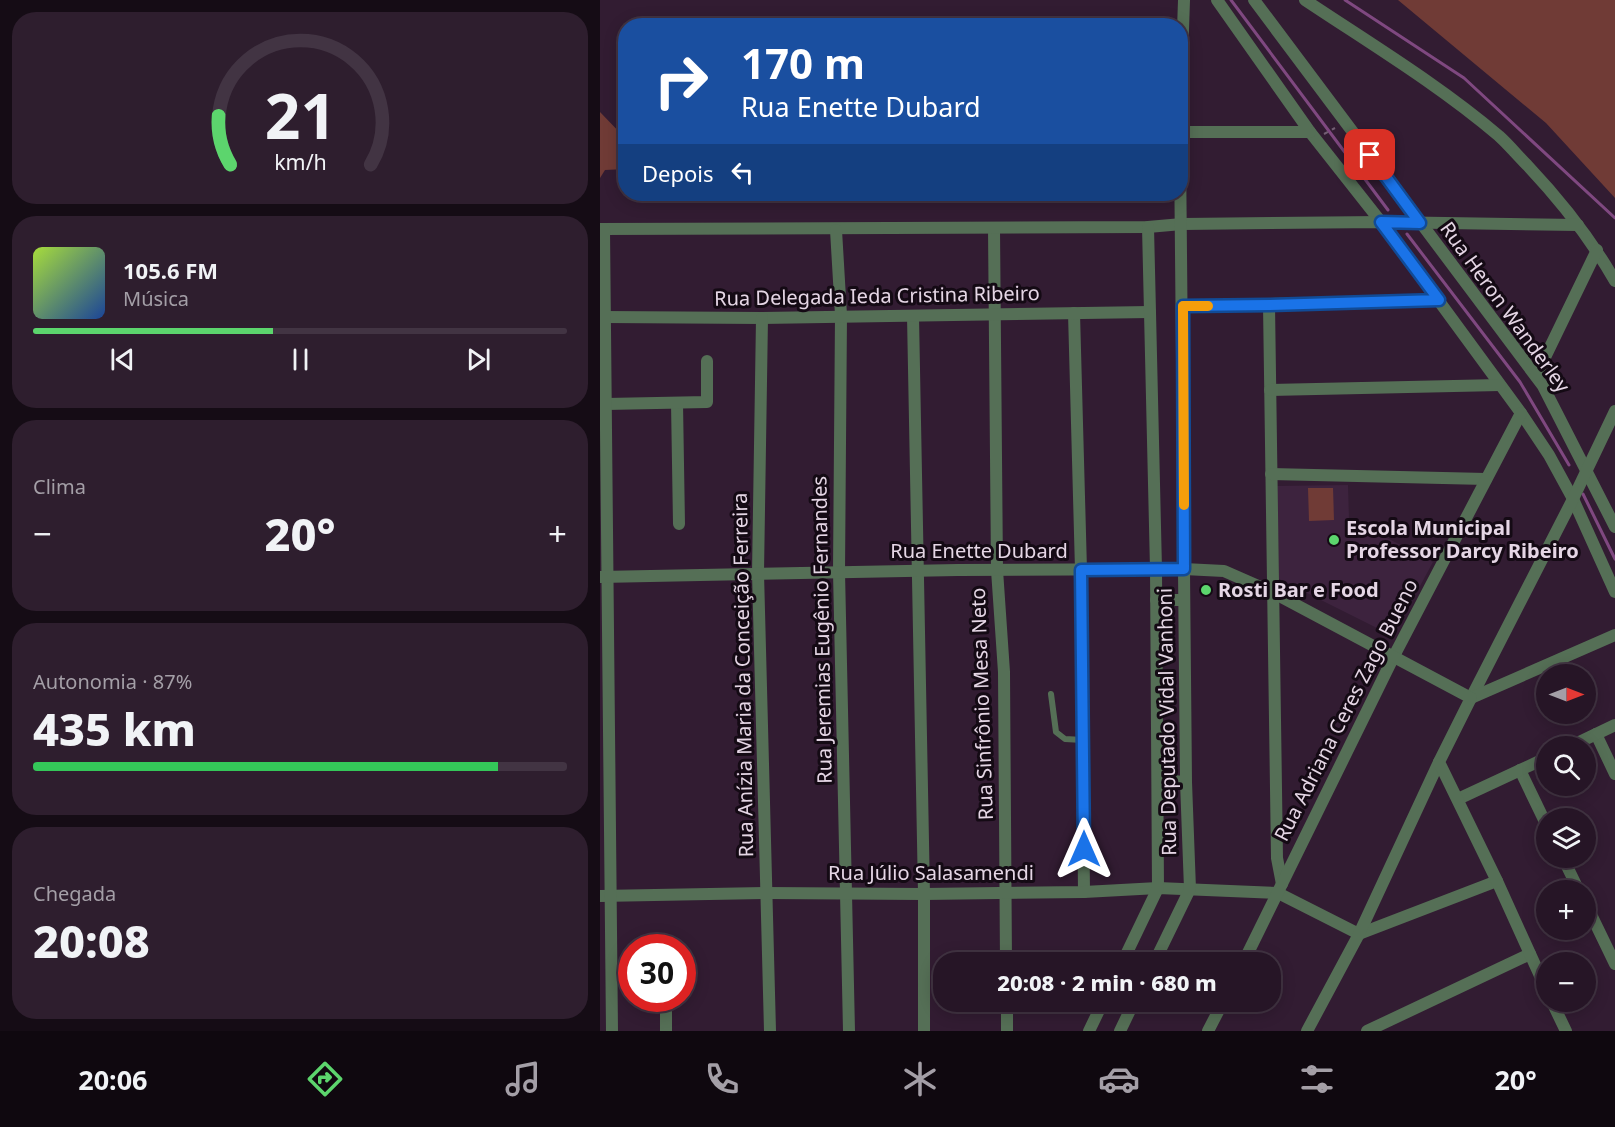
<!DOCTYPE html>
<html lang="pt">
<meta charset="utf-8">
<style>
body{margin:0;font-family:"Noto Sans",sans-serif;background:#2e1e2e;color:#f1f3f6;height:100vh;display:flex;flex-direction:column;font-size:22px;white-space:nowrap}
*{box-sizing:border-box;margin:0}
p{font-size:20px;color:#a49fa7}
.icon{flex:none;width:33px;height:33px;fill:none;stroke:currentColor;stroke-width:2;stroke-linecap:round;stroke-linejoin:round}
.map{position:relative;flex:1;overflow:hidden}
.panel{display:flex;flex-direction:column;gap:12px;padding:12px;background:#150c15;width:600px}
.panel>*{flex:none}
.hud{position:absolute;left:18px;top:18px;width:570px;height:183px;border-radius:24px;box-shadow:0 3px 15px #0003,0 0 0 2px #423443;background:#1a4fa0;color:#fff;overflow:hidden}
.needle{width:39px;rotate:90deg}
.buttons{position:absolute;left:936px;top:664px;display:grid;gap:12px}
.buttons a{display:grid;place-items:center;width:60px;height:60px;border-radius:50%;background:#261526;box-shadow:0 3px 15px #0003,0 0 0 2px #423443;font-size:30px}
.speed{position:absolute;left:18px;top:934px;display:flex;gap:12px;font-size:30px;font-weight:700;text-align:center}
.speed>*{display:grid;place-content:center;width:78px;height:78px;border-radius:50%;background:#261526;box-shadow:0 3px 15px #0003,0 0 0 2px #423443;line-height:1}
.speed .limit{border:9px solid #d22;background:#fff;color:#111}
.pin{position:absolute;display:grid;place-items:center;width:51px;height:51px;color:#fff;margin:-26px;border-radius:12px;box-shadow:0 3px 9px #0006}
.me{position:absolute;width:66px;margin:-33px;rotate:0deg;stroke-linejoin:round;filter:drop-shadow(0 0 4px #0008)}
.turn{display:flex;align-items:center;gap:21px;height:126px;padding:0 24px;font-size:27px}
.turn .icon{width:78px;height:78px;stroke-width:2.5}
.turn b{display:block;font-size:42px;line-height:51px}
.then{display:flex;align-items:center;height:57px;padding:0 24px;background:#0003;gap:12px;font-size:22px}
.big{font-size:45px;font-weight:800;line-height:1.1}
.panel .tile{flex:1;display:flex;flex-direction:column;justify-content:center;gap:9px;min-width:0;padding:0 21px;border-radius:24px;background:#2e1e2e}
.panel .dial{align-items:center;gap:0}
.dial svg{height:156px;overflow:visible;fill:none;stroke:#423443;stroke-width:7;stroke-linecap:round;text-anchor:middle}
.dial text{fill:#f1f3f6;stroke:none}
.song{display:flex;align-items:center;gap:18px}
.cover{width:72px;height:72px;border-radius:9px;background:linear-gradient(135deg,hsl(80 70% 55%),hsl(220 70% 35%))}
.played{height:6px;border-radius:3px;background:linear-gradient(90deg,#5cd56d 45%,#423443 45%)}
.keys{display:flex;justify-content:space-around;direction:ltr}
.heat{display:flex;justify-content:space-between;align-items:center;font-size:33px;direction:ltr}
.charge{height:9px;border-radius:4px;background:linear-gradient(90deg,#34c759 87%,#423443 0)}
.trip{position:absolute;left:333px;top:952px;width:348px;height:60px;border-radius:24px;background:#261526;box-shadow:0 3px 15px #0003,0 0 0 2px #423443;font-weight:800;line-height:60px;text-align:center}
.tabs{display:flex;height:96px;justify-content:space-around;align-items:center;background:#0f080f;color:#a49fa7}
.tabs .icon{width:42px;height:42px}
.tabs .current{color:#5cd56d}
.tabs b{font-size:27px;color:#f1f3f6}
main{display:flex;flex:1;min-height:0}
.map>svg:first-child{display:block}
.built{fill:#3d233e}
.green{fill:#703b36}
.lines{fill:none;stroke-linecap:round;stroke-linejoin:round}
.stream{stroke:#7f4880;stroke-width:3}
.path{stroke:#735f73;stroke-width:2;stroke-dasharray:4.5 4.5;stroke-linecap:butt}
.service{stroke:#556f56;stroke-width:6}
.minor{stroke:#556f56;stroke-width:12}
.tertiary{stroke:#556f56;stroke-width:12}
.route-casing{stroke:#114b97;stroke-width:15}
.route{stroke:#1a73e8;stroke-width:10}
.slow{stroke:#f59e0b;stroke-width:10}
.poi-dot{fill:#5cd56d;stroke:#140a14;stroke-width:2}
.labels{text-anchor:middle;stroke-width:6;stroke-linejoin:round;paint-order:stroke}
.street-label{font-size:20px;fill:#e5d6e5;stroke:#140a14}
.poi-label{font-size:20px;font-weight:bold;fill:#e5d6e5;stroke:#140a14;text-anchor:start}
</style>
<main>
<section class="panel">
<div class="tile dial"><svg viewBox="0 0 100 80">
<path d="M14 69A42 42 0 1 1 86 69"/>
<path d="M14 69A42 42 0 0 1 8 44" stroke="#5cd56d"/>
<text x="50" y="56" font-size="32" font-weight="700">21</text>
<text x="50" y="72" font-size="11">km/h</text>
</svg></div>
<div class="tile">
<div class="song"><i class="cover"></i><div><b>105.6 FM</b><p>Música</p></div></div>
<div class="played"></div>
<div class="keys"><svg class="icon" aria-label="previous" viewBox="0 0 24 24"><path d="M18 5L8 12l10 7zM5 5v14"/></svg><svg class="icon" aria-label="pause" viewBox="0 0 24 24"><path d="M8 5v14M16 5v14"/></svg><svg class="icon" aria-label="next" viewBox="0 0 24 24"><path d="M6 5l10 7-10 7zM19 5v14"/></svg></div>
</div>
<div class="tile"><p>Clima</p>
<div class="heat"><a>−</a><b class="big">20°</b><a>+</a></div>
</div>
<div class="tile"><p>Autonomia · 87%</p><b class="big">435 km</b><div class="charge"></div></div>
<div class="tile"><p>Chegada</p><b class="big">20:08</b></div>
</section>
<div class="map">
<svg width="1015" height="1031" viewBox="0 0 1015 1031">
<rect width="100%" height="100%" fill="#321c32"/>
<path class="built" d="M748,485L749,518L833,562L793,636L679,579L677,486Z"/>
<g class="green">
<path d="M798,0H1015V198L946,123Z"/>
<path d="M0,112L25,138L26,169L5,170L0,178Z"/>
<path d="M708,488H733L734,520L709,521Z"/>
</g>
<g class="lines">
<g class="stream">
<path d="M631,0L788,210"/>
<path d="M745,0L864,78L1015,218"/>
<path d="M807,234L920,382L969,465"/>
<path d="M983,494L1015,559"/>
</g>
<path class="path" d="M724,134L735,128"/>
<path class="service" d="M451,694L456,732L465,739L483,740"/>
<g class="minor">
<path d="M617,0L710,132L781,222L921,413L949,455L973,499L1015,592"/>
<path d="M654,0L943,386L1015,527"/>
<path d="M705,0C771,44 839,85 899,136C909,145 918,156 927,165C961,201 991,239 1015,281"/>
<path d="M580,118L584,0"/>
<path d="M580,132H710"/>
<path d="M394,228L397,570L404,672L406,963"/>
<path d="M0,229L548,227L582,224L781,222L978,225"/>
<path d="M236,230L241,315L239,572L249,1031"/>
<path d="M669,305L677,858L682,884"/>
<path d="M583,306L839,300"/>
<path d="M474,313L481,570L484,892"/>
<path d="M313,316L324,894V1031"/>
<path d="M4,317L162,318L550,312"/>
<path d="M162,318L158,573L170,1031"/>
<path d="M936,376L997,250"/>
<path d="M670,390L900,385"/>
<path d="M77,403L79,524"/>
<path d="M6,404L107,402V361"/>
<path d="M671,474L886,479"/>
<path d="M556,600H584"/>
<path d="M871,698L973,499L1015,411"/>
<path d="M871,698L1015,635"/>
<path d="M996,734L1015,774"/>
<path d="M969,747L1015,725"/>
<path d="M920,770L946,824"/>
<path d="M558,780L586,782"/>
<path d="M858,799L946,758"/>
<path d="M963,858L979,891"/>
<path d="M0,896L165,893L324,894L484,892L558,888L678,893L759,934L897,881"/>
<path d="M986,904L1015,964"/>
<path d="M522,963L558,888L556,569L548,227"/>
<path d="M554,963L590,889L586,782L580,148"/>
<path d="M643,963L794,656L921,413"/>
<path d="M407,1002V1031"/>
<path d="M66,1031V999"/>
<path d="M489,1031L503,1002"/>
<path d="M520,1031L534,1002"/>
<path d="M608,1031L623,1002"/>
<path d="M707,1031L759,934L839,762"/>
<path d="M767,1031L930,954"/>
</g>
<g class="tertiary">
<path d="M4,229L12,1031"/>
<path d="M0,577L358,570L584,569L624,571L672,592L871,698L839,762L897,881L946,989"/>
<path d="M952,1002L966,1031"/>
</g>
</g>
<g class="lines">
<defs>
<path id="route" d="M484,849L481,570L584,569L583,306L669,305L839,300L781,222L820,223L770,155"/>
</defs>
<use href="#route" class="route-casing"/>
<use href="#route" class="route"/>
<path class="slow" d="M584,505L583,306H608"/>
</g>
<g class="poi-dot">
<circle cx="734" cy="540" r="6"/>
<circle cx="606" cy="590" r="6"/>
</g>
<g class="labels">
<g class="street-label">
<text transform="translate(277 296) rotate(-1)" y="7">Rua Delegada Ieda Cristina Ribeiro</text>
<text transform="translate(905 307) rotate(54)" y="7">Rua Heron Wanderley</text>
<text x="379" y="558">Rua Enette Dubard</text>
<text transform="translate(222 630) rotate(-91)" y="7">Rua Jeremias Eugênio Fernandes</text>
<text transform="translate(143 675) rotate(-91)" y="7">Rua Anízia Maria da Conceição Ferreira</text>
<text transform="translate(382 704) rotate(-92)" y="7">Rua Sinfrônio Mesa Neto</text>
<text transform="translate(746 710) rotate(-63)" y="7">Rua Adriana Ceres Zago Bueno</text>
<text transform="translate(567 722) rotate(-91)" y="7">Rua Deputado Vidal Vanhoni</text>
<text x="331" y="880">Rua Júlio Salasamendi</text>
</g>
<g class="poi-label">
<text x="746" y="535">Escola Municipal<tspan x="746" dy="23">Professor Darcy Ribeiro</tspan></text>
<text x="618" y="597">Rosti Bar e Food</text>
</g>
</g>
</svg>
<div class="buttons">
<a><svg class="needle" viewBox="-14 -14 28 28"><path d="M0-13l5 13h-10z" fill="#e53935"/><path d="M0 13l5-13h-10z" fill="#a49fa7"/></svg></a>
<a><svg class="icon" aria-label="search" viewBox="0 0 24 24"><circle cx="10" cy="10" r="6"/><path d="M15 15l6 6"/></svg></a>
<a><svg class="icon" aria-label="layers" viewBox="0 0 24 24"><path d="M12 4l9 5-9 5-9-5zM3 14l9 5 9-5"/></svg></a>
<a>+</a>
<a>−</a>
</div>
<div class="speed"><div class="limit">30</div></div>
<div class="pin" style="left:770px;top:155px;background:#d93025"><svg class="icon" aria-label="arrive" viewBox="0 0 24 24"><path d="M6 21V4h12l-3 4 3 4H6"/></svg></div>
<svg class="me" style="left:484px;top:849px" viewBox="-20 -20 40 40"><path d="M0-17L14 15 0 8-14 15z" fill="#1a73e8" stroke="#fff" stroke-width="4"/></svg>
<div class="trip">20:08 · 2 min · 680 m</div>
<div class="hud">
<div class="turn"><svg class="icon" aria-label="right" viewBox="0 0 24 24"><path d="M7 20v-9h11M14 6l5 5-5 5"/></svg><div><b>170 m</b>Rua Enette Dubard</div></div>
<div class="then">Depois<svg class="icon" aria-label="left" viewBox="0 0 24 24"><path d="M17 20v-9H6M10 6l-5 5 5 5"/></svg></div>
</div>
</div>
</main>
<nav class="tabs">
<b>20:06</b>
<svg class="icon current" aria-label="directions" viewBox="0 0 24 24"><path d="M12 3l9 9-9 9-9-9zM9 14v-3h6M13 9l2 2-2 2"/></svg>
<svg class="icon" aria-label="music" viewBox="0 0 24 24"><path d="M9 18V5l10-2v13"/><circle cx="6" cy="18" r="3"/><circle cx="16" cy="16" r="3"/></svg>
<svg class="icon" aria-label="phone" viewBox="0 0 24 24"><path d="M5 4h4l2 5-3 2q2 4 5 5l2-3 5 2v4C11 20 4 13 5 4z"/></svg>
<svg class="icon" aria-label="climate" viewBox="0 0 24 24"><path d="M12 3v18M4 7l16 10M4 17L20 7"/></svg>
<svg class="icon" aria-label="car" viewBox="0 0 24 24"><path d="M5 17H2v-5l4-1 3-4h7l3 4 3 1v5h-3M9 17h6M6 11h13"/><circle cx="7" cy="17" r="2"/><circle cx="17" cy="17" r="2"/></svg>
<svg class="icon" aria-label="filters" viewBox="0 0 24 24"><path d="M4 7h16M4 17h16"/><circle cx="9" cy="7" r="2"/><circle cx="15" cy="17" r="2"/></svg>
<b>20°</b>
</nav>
───
[What to produce]
Within the records above, each line containing "heat" is to be returned.

[Your solution]
.heat{display:flex;justify-content:space-between;align-items:center;font-size:33px;direction:ltr}
<div class="heat"><a>−</a><b class="big">20°</b><a>+</a></div>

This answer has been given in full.